Early 360 machines (Was: Front panel switches - what did they do?)

Paul Koning paulkoning at comcast.net
Thu May 26 08:51:30 CDT 2016

> On May 25, 2016, at 10:58 PM, Chuck Guzis <cclist at sydex.com> wrote:
> On 05/25/2016 07:22 PM, Paul Berger wrote:
>> Speaking of dumps I remember an engineer friend telling me that at
>> the university that he went to they had a CDC Cyber system and they 
>> discovered that you could initiate a dump from any workstation, and
>> the system would dump out to the printer and while it was dumping the
>> whole system came to a halt.... guess what the students where fond
>> of doing......  It would seem to me that something like that should
>> have been more restricted.
> At least in SCOPE and KRONOS, DMP was the command to dump memory--but if
> initiated from a user's control point, it would dump only the user's FL,
> not the whole system.  So the story seems to be a bit apocryphal to me.
>  Most university systems charged not only by the CPU second, but also
> by the number of lines printed and the number of cards punched.

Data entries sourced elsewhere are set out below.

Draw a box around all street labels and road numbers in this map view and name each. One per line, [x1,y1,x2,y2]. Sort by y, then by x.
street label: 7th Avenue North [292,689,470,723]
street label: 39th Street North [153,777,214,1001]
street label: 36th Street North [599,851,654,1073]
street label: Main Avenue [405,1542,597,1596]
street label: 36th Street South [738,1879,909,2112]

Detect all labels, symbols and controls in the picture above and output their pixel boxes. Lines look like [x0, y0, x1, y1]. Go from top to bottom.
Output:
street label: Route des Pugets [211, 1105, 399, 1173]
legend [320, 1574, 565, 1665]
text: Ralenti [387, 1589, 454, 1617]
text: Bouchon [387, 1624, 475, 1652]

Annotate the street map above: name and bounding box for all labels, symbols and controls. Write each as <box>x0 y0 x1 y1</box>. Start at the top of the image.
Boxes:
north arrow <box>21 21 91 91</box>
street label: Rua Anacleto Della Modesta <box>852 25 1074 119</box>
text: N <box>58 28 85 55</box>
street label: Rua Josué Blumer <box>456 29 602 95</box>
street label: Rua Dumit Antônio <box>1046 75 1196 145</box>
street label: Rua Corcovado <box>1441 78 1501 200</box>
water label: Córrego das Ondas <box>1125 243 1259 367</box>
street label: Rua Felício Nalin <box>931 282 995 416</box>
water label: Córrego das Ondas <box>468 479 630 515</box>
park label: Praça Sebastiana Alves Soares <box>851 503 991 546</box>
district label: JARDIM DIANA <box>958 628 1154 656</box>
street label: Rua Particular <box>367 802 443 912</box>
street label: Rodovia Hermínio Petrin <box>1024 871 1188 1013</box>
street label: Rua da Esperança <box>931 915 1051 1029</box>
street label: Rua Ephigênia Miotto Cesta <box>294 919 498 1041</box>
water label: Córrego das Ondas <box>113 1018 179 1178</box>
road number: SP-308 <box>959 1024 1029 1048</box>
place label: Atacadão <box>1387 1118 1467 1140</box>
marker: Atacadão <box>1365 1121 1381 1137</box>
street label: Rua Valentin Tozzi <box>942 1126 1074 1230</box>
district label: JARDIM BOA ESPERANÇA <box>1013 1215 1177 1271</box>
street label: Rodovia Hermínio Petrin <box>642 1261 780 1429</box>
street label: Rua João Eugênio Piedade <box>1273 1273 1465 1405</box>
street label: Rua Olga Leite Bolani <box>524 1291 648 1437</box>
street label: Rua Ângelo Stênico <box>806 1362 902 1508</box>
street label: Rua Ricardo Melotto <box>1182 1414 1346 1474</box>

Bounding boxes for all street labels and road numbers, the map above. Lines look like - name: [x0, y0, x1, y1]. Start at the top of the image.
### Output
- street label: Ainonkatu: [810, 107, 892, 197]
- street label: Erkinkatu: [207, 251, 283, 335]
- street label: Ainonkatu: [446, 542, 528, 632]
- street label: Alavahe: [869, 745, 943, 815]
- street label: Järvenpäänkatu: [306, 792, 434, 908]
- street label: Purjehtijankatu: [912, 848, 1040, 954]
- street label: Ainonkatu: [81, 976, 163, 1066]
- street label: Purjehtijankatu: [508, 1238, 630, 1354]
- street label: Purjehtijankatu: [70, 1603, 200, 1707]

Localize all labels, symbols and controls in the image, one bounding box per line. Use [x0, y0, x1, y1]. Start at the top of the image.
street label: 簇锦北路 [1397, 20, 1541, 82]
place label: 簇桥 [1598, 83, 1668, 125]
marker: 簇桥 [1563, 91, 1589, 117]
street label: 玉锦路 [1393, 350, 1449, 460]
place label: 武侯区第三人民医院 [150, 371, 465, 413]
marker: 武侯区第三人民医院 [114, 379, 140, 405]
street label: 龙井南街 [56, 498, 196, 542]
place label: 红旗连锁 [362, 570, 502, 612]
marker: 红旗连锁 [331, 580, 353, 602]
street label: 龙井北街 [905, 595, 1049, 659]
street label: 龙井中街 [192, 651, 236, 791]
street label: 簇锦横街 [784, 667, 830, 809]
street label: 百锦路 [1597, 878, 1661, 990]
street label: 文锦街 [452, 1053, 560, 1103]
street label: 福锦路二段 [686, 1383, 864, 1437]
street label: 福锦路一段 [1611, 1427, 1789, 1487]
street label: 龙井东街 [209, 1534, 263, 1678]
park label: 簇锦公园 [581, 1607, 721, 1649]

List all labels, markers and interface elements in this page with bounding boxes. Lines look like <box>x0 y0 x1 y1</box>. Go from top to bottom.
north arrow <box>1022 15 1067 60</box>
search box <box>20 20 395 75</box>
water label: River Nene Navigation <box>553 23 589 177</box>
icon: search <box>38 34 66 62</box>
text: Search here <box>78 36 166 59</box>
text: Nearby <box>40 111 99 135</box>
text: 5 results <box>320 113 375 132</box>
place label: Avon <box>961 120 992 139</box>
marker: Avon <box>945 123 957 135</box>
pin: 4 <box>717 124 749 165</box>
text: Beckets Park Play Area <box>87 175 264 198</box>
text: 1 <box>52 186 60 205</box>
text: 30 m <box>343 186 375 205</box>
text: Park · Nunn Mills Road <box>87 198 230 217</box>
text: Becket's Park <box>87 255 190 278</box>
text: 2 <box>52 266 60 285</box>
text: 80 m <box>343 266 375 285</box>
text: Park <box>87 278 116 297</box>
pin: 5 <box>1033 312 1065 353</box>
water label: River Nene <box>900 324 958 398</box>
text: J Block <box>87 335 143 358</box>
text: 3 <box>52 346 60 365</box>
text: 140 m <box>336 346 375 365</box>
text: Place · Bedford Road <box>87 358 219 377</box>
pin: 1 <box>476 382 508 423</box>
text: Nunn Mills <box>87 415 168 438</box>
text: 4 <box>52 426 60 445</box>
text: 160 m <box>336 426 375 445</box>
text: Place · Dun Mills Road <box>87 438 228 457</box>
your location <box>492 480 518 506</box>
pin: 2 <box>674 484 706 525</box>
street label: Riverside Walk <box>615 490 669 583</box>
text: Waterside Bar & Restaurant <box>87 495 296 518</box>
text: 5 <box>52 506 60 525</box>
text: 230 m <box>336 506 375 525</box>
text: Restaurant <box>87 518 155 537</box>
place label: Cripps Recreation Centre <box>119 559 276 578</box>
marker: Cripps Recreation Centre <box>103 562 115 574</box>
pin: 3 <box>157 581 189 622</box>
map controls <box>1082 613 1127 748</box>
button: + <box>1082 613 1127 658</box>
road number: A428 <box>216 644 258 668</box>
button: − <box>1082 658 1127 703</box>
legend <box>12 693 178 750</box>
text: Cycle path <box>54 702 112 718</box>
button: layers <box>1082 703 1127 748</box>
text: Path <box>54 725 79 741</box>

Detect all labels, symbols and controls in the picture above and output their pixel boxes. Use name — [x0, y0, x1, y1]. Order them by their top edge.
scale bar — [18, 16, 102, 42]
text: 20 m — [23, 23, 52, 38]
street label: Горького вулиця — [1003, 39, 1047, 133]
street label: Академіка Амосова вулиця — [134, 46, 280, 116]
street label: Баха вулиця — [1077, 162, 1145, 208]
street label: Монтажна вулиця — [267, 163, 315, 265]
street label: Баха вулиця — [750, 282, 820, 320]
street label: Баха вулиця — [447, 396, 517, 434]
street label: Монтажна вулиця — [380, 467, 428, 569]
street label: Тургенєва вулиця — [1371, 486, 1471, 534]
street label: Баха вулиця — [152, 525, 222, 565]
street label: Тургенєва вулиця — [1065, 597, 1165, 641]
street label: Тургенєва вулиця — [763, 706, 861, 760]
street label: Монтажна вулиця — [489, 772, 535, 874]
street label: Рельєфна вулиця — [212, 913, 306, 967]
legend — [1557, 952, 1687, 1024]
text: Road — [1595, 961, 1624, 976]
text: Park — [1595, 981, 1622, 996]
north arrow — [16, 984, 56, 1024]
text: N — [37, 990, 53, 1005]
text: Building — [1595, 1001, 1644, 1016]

Apart from that, it's not credible for another reason.  CDC Cyber operating systems always spooled printer output to disk (unlike OS/360 which did it in some variants but not others -- notably not OS/360 PCP which I used since our 360/44 wasn't big enough to do better).  So a call to DMP would run only long enough do perform the formatting of whatever memory was being dumped, writing the resulting text to the disk file named "OUTPUT" for the invoking process ("control point").